** Data for review **
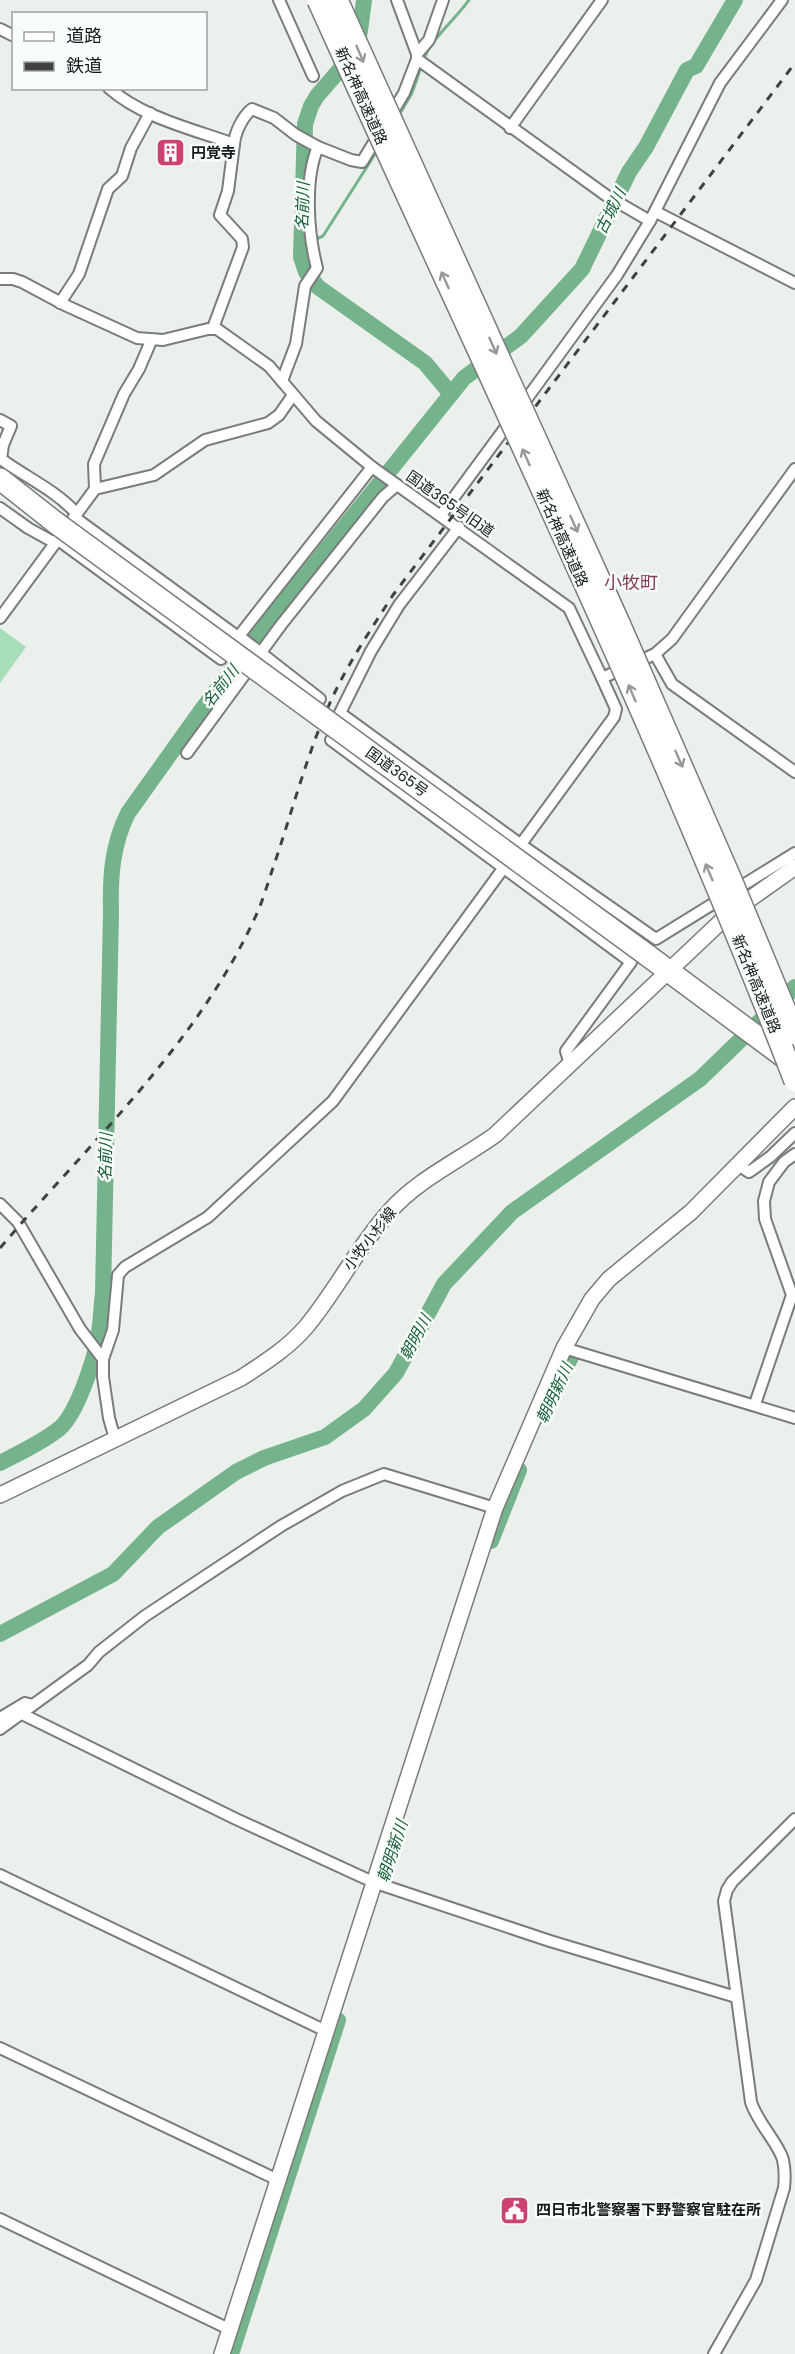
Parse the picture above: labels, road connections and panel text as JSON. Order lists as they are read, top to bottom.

---

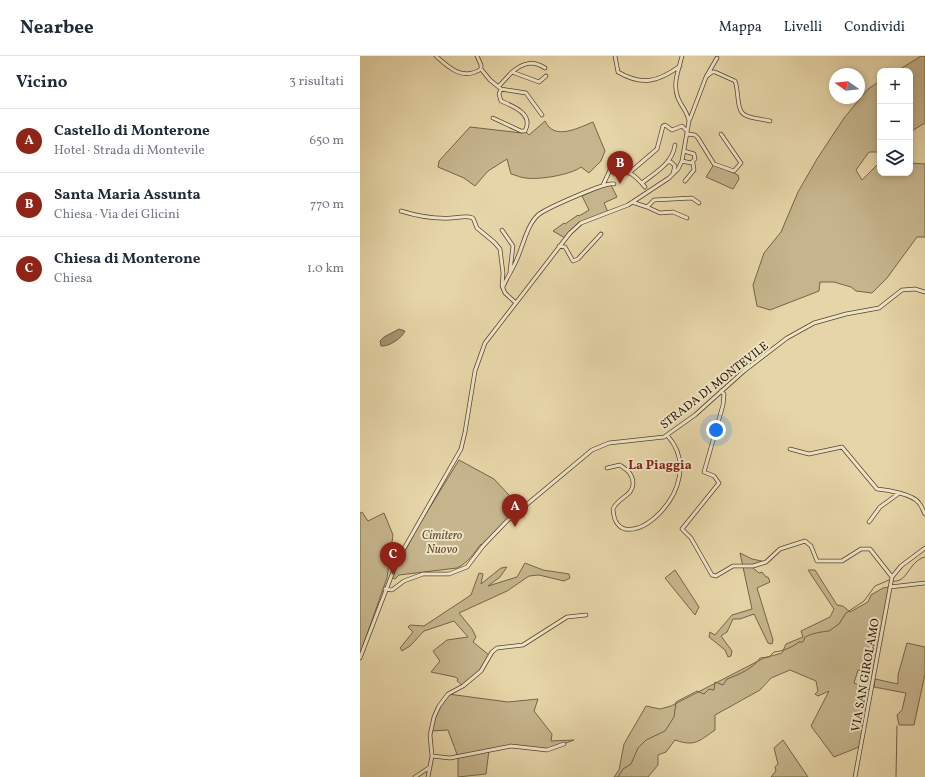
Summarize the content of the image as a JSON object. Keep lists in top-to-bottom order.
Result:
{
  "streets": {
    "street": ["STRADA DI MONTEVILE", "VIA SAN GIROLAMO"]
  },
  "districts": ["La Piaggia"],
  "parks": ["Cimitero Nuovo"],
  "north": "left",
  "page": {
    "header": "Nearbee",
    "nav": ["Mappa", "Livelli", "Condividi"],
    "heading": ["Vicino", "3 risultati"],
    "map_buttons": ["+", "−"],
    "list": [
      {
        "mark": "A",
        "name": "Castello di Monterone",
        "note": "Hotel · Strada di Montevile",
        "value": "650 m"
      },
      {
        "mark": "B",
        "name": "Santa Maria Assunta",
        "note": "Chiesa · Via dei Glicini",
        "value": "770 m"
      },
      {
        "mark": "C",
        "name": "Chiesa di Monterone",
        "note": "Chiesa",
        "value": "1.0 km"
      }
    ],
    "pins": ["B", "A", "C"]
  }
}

** Work item **
Gather, from the listing above, every line carrying the word "lists".

** Exercise solution **
Parse the picture above: labels, road connections and panel text as JSON. Order lists as they are read, top to bottom.
Summarize the content of the image as a JSON object. Keep lists in top-to-bottom order.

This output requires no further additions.